Il suo esordio del 2011, O, Devotion!, non ha fatto gridare al capolavoro ma è stato annunciato come inizio di una carriera promettente, salutata già dalla vittoria del Glastonbury Festival del 2007 e dall’invito di John Cale a suonare per il concerto in onore di Nico. Sono stati avanzati, per l’occasione, paragoni con Anais Mitchell e addirittura Ella Fitzgerald che non ci sentiremmo di ripetere, dopo l’ascolto di Haul Away!, secondo lavoro anch’esso uscito per la coraggiosa etichetta Play It Again Sam.
Condividiamo però il giudizio autorevole del periodico inglese Metro, che parla di alternative-folk “irresistibilmente miscelato con un gusto alla chanson francese dal tono vagamente cabarettistico”. In effetti il genere di Haul Away! e in generale della produzione di Liz Green è indefinibile: si spazia da ballate bardiche e medievaleggianti da brughiera irlandese di Penelope o di Battle, attraverso sperimentazioni gitane come in Rybka, fino a prove d’autore anni ’50 opportunamente swingate dal contrabbasso come in Haul Away!, Empty Handed Blues o Where the River don’t Flow, o al gospel-soul tutto piano, fiati e archi di Into My Arms o Rivers Run Deep, dove davvero Liz gioca a imitare le Fitzgerald e le Dietrich di una volta.
Tutto è rigorosamente eseguito in chitarra classica, sessione di fiati, e (pochi) archi: tutto, dalla struttura agli arrangiamenti, sembra rifiutare la contemporaneità e voler dare al disco un suo specifico sapore di out of time, e in questo l’operazione riesce perfettamente.

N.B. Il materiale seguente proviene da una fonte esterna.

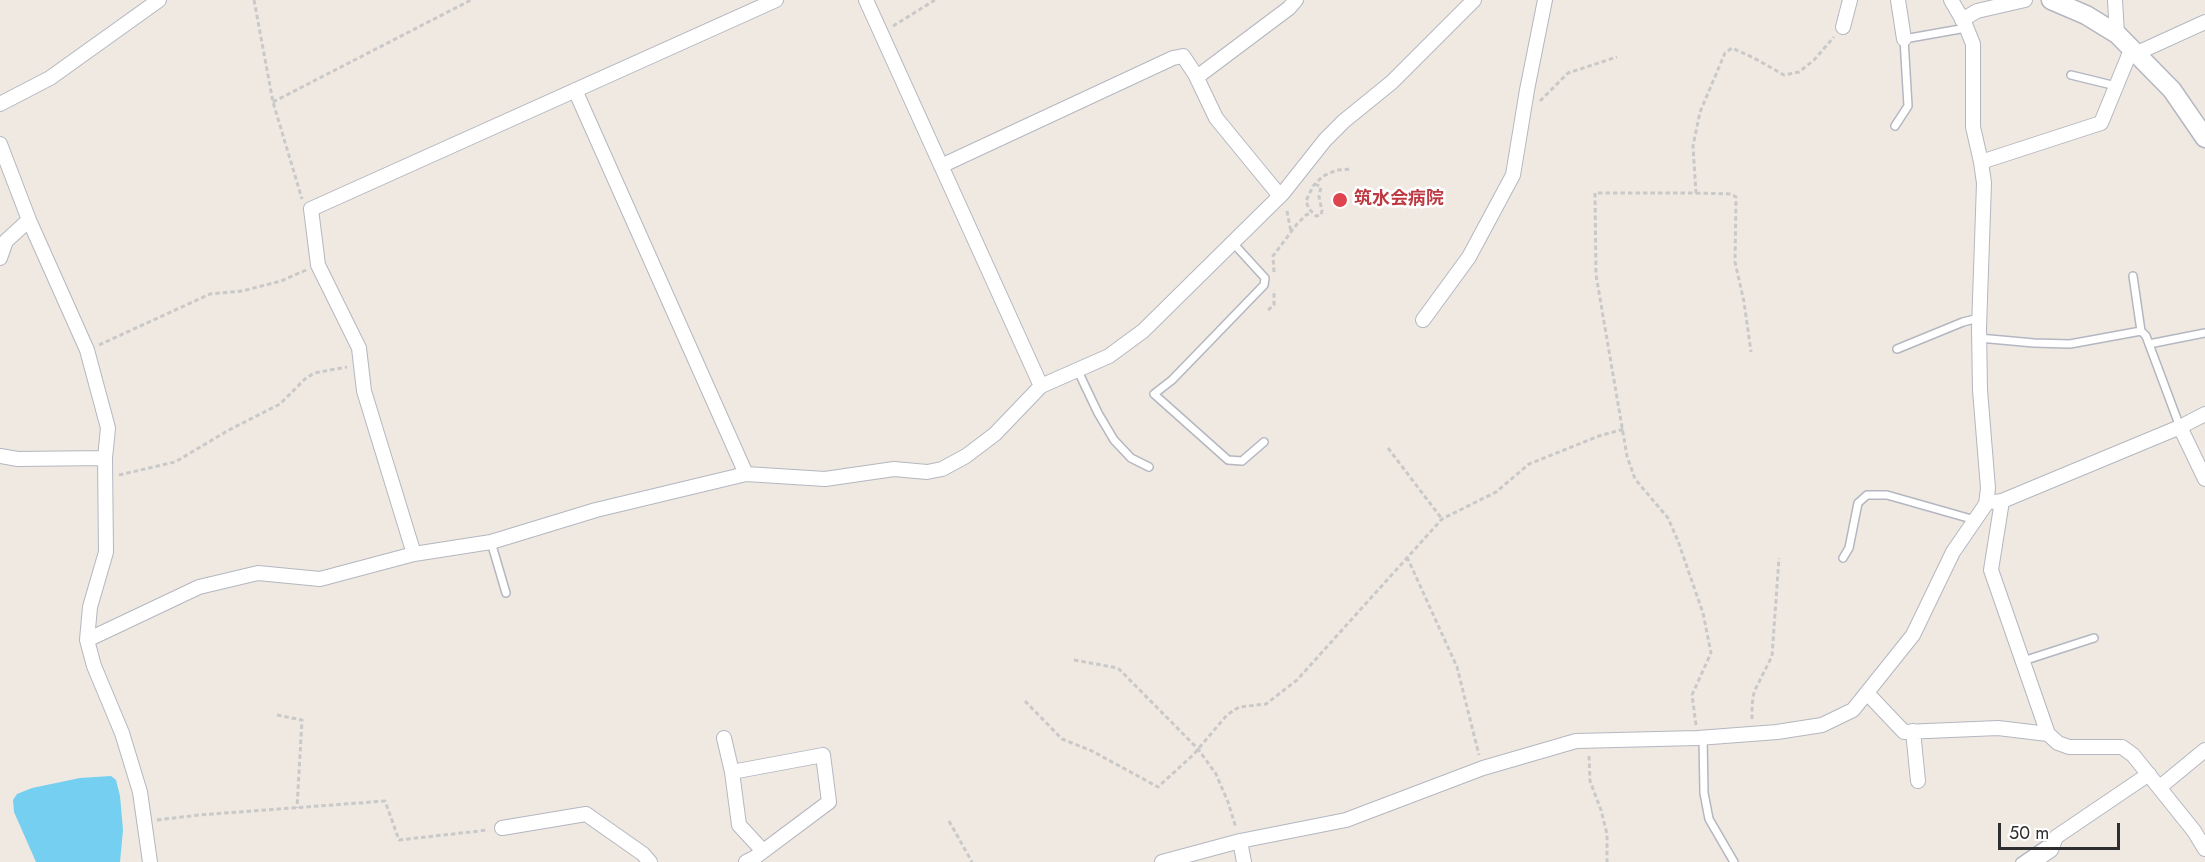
<!DOCTYPE html>
<meta charset="utf-8">
<style>
body{margin:0}
#map{position:relative;width:2205px;height:862px;overflow:hidden;background:#efe9e1;font-family:Jost,sans-serif}
canvas{display:block}
.scale{position:absolute;left:1998px;top:823px;width:122px;height:27px;box-sizing:border-box;border:3px solid #2e2e2e;border-top:0;padding-left:8px;font-size:18px;line-height:21px;white-space:nowrap;color:#2e2e2e;-webkit-text-stroke:4px #fff;paint-order:stroke}
</style>
<div id="map">
<canvas width="2205" height="862"></canvas>
<div class="scale">50 m</div>
</div>
<script>
const context = document.querySelector('canvas').getContext('2d');
context.lineJoin = 'round';
function fillPath(path, color) { context.fillStyle = color; context.fill(path, 'evenodd'); }
const shape = rows => new Path2D(rows.map(r => 'M' + r).join(''));
function strokePath(path, color, width, dash) { context.strokeStyle = color; context.lineWidth = width; context.lineCap = dash ? 'butt' : 'round'; context.setLineDash(dash || []); context.stroke(path); }
function drawText(font, color, halo, rows, align = 'center') {
  context.font = font + ' Jost,"Noto Sans JP",sans-serif'; context.lineWidth = 5; context.setLineDash([]); context.textBaseline = 'middle'; context.strokeStyle = halo; context.fillStyle = color; for (const [text, x, y, turn = 0] of rows) {
    context.save(); context.translate(x, y); context.rotate((+turn || 0) * Math.PI / 180); context.textAlign = isNaN(turn) ? turn : align; if (halo) context.strokeText(text, 0, 0); context.fillText(text, 0, 0); context.restore();
  }
}
fillPath(shape([
 [111,776,116,780,120,796,123,830,120,862,36,862,14,812,13,800,17,794,32,788,80,778]
]), '#75cff0');
const service = shape([
 [2071,75,2116,86],
 [1895,126,1908,106,1904,39,1966,28],
 [1233,243,1265,278,1264,285,1172,380,1154,394,1228,460,1242,461,1264,442],
 [2133,276,2141,331],
 [1979,338,2034,343,2070,344,2141,331,2146,336,2180,427],
 [2149,344,2205,333],
 [1897,349,1963,322,1979,318],
 [1077,369,1098,413,1114,440,1131,458,1149,467],
 [491,542,506,593],
 [1843,558,1849,548,1858,503,1867,495,1887,495,1975,520],
 [2023,661,2094,638],
 [1703,737,1704,793,1709,819,1734,862],
 [2020,862,2045,845]
]);
const minor = shape([
 [866,0,1041,386],
 [1898,0,1904,39],
 [2115,0,2117,34],
 [1962,20,1977,11,2025,0],
 [1843,27,1850,0],
 [2135,54,2205,22],
 [1197,77,1289,8,1296,0],
 [575,90,746,474],
 [0,104,50,78,159,0],
 [0,144,29,220,87,350,108,428,105,458,106,552,90,607,87,640,94,666,122,733,140,792,150,862],
 [1981,162,2101,123,2131,50],
 [941,166,1173,58,1183,56,1195,74,1216,118,1280,196],
 [0,258,6,241,29,220],
 [1423,320,1469,257,1513,175,1527,90,1545,0],
 [2180,427,2205,479],
 [0,456,18,459,105,458],
 [2002,501,1991,570,2048,734,2058,743,2069,747,2122,747,2133,755,2194,831,2205,849],
 [1994,502,2002,501,2180,427,2205,414],
 [414,554,364,391,359,348,318,265,311,209,776,0],
 [87,640,199,587,258,573,320,579,414,554,491,542,596,510,746,474,825,479,894,469,927,472,942,469,966,456,995,434,1041,386,1109,356,1143,331,1283,193,1325,140,1344,121,1392,82,1474,0],
 [1867,693,1904,732,1998,728,2048,734],
 [1913,731,1918,781],
 [724,738,732,772,739,825,763,851],
 [732,772,823,755,829,802,754,858,746,862],
 [2160,787,2205,750],
 [502,828,586,814,643,854,650,862],
 [1240,841,1244,862],
 [1162,862,1240,841,1346,820,1483,768,1576,741,1698,738,1777,732,1822,725,1853,710,1913,635,1953,552,1986,504,1988,488,1980,390,1979,328,1984,183,1981,162,1973,127,1973,44,1965,24,1951,0],
 [2033,862,2051,850,2056,837,2149,774]
]);
const tertiary = shape([
 [2051,0,2086,15,2117,34,2172,90,2205,138]
]);
strokePath(service, '#b4b7c1', 10);
strokePath(minor, '#b4b7c1', 16);
strokePath(tertiary, '#b4b7c1', 21);
strokePath(shape([
 [254,0,273,102,302,199],
 [893,26,935,0],
 [1540,101,1568,73,1617,57],
 [273,102,471,0],
 [1315,184,1321,187,1319,196,1322,211,1321,215,1316,216,1309,209,1306,201,1313,186,1323,176,1337,170,1352,169],
 [1696,193,1731,194,1736,197,1735,262,1744,302,1751,352],
 [1287,211,1291,232],
 [1274,272,1273,256,1297,224,1306,215,1311,213],
 [1268,310,1274,305,1274,290],
 [99,345,210,294,242,291,281,281,306,270],
 [1388,448,1442,519],
 [119,475,175,462,229,430,280,404,305,379,314,373,347,367],
 [1407,557,1457,667,1479,755],
 [1074,660,1118,668,1198,749,1216,774,1228,802,1236,828],
 [1025,701,1062,739,1092,751,1158,787,1193,755,1227,715,1239,707,1266,704,1297,680,1442,519,1496,492,1529,464,1599,436,1624,429],
 [277,715,302,720,297,808],
 [1752,719,1752,705,1754,692,1772,656,1779,558],
 [1696,725,1692,695,1711,653,1703,613,1678,541,1668,518,1635,479,1627,456,1596,275,1595,193,1696,193,1693,146,1700,112,1725,53,1732,48,1754,58,1784,75,1799,72,1814,60,1834,37],
 [1589,756,1590,781,1601,810,1607,834,1607,862],
 [157,820,199,815,385,801,399,840,488,830],
 [949,821,972,862]
]), '#c9c9c9', 3, [4.5, 3]);
strokePath(service, '#fff', 7);
strokePath(minor, '#fff', 14);
strokePath(tertiary, '#fff', 18);
for (const [x, y, r, color] of [
 [1340,200,8,"#e0444e"]
]) { const dot = new Path2D(); dot.arc(x, y, r, 0, 2 * Math.PI); context.fillStyle = color; context.fill(dot); strokePath(dot, '#fff', 2); }
drawText('bold 18px', '#be3a42', '#fff', [
 ["筑水会病院",1354,200]
], 'left');
</script>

Minimali arpeggi di chitarre, qualche scorribanda, tra il gitano e lo chansonniere, di tromba e violini, e il salto nel tempo è servito.
Peccato solo che a volte il trucco sembri troppo cerebrale, troppo anacronistico per i tempi odierni per non risultare artificioso; anche se i sussulti emotivi non mancano, ma proprio là dove Liz Green e la sua banda dimenticano di dover offrire un tributo a uno stile old-fashioned e si lasciano trasportare dalla lirica del pezzo. Quando questo accade, come nella strumentale Little I tutta giocata su piano e archi, o nella leggera e luminosa Bikya, ne guadagna l’intero album, che resta non certo un capolavoro ma senz’altro una prova entusiasmante di coraggio e alternatività.